Here’s an image that should be used more often.
Here’s an image that should be used more often.

When we reduce fat people to our bodies, to “before and after,” or to bellies and rolls, we come to think of fat people as bodies without personhood. Fat bodies become symbols of disembodied disgust. And in a news report, at the very moment we are meant to be learning about fatness, the conversation is devoid not only of the voices of fat people, but of our very faces.

All of this happens on the news, meant to be an impartial, authoritative, informative discussion. Instead, it stokes the flames of revulsion. And when that happens in journalism, it cloaks that disgust as knowledge, incontrovertible and actionable.

These images — flattened, inhuman — reinforce so much troubling thinking about fat people. Whether background visuals on the news or before and after photos in advertisements, we are more symbol than human. We become effigies, archetypes, morality tales, punchlines, threats, epidemics, but never just people. We are captured, pressed between pages like butterflies, forever frozen to illustrate our anatomies. We do not speak. We do not move. We are only and forever bodies.

Images like those are what left me feeling so gutted with my family. The only time fat people are afforded a voice or a face is when our bodies change, or when we express the grief, regret, guilt and shame that thin people imagine must come from having bodies like ours.

What they do not consider is the crumpling that happens when you see your body, every day, represented as a cautionary tale for someone else. If you are not careful, you may become a monstrosity like me. Before, desperately awaiting an after.

Because after, you can be heard. After, you are not required to renounce your own body in order to be accepted and embraced. You may share your experiences, hopes, dreams, plans, without weighing them down with caveats, dress sizes, inches, or pounds. After, you can have a face. After, you can smile. After, you can speak.

My body does not afford me those luxuries. My body is before. On a billboard, before. Neck down, before. Alone, before. When my doctor won’t see me, I cannot wish for better care. Instead, I am told to become an after — often by people who have never been fat.

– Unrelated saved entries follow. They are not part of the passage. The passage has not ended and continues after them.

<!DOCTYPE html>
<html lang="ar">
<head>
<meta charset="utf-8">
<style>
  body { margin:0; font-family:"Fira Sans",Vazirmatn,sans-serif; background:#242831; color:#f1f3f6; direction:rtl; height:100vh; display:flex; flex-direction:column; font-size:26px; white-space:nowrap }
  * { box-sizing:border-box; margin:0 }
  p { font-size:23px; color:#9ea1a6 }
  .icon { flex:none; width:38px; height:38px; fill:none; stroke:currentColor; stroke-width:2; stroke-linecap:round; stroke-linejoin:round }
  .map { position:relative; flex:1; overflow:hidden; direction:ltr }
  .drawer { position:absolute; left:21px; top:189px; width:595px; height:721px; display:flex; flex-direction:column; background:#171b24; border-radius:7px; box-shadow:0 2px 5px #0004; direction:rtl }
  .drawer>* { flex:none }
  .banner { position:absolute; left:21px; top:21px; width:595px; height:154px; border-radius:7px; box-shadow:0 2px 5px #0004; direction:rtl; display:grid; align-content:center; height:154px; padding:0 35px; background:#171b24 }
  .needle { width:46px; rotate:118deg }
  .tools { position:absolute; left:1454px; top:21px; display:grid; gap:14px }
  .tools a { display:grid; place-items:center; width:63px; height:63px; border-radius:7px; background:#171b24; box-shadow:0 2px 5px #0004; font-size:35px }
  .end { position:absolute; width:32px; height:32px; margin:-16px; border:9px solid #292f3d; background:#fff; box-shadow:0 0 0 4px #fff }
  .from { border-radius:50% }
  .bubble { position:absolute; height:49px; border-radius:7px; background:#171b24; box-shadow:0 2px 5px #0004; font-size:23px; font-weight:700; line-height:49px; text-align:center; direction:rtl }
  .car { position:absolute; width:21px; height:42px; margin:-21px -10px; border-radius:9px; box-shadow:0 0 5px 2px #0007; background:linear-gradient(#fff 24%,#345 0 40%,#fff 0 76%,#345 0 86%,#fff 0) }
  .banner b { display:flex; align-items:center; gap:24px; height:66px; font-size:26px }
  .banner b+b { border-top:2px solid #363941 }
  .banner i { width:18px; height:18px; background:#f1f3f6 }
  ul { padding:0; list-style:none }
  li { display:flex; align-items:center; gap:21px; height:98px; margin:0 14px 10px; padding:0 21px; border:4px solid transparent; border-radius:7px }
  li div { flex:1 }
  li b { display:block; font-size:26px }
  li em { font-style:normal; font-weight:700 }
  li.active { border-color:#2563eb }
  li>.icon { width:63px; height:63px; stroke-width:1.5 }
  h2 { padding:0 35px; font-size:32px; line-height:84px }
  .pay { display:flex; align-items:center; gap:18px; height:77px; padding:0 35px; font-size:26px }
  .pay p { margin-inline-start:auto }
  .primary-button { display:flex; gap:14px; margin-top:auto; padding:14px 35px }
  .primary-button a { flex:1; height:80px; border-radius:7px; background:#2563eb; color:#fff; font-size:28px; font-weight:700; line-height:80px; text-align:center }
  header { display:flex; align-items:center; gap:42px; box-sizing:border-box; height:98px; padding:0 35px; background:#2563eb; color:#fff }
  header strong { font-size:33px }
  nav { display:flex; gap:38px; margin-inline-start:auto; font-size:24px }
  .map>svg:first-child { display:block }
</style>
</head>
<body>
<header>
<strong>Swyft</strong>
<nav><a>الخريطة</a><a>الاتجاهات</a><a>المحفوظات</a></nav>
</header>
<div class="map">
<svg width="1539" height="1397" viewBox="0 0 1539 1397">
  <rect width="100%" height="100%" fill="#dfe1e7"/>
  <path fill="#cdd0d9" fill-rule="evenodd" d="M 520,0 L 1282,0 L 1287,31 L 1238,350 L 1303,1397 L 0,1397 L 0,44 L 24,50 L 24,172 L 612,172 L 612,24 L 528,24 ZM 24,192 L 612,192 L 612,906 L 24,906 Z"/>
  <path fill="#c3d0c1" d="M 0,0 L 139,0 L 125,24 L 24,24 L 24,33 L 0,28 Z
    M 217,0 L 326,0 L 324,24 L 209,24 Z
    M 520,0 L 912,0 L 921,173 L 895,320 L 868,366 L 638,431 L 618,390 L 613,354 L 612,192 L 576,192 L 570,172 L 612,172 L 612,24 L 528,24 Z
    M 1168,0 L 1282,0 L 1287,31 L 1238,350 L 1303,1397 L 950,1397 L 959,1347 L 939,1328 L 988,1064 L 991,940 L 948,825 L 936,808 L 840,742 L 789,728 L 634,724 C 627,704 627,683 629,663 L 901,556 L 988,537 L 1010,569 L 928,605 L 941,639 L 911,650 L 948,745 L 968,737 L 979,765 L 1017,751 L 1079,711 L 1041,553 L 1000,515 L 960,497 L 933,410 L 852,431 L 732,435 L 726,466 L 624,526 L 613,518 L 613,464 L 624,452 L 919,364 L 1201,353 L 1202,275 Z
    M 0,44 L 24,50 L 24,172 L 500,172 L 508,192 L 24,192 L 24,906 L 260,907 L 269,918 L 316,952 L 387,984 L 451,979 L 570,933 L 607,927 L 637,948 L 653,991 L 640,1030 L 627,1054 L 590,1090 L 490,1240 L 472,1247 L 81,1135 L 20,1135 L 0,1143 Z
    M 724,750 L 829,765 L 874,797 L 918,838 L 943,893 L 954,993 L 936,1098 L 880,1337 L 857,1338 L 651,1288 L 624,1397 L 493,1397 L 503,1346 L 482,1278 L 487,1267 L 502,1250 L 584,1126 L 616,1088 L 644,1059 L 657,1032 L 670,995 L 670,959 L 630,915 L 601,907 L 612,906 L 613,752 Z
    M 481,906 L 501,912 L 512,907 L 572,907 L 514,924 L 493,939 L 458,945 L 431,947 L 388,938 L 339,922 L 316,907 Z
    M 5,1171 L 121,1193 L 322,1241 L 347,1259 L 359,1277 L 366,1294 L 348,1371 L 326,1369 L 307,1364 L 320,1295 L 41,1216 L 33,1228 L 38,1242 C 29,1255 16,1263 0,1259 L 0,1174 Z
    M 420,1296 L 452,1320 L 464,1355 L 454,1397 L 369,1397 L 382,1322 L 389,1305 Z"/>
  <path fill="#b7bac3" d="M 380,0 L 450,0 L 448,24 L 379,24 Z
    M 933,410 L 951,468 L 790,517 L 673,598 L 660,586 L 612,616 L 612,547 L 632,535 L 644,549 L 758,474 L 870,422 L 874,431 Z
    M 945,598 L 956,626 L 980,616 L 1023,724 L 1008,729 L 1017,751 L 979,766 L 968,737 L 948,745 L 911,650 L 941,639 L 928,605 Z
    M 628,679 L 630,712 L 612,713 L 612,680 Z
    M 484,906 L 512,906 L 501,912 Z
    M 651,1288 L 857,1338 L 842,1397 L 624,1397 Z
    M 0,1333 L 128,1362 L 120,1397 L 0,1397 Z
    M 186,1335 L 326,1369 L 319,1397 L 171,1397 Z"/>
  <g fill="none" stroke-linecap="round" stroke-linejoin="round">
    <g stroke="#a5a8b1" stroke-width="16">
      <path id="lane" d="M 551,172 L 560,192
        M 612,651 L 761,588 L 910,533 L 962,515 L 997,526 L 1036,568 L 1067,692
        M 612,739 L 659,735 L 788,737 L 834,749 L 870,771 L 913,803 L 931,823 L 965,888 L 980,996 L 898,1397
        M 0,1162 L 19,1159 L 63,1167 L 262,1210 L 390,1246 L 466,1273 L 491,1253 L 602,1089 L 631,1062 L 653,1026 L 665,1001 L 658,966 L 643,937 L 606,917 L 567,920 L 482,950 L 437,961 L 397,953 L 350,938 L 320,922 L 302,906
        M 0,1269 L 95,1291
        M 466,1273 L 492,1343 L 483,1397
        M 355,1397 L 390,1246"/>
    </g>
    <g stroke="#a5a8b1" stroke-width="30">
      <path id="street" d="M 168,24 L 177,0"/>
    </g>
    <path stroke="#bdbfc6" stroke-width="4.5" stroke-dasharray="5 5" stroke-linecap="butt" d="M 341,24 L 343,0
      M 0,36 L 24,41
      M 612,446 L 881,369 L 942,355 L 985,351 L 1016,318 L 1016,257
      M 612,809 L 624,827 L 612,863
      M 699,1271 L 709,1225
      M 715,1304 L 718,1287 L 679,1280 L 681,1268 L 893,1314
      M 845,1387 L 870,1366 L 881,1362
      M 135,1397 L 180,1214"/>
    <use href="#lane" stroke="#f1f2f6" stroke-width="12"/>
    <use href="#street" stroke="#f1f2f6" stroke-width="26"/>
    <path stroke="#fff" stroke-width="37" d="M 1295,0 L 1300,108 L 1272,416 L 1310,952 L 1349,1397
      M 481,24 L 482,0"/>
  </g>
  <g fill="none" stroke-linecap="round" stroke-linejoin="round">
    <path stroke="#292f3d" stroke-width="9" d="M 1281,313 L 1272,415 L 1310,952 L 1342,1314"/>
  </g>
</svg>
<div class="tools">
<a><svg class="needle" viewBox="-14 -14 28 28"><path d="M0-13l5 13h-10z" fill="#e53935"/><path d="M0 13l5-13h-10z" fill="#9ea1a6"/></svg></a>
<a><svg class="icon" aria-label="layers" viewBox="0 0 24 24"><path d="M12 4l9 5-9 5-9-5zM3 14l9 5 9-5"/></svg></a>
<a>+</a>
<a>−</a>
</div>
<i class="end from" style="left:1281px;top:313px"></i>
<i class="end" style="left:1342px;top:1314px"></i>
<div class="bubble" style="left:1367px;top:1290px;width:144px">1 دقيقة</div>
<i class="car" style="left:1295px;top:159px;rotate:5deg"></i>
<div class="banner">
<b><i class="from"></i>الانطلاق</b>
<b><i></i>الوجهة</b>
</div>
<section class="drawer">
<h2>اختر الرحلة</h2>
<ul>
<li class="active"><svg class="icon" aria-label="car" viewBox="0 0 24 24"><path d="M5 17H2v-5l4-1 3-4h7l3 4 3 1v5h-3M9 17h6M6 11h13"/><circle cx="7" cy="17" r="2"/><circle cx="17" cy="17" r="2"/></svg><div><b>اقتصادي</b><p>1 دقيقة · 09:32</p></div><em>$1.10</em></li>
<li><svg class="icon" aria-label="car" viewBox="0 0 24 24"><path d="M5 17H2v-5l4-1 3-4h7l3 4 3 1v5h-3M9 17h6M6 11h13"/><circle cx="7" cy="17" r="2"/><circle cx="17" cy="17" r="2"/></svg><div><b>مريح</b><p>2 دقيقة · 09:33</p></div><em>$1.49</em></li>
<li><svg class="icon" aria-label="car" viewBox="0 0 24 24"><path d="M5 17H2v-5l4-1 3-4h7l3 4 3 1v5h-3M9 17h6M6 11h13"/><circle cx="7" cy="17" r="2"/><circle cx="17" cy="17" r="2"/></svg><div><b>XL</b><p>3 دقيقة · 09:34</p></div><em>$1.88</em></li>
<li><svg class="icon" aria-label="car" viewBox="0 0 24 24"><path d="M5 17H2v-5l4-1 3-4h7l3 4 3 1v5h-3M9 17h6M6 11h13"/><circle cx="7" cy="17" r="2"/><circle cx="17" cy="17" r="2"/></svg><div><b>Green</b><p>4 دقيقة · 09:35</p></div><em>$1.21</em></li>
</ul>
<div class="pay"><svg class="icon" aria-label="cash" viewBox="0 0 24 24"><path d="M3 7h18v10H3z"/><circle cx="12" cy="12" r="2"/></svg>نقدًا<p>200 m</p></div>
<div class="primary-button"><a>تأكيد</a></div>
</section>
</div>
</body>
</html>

When a stranger shouts at me on the street, or when I am removed from an aeroplane, the answer remains the same. It’s simple: just spend years methodically constricting, willing your body to shrink. Face harsh treatment with your head held high until years later, when you are finally small enough. Then you will have earned the right to be seen, to be heard, to be believed. Doesn’t that help you today?

Until then, I am held back at some invisible turnstile until I can will my body to change from what it has always been.

When you see these images, dear friend, I need you to remember me. Remember my face, and the way it lights up when I see you. Remember the timbre of my voice. Remember what surprises you about me, and how you feel when we talk on the phone. Where billboards and B-roll flatten me, remember the fullness of me.

When you see my parts, I need you to remember the sum of me.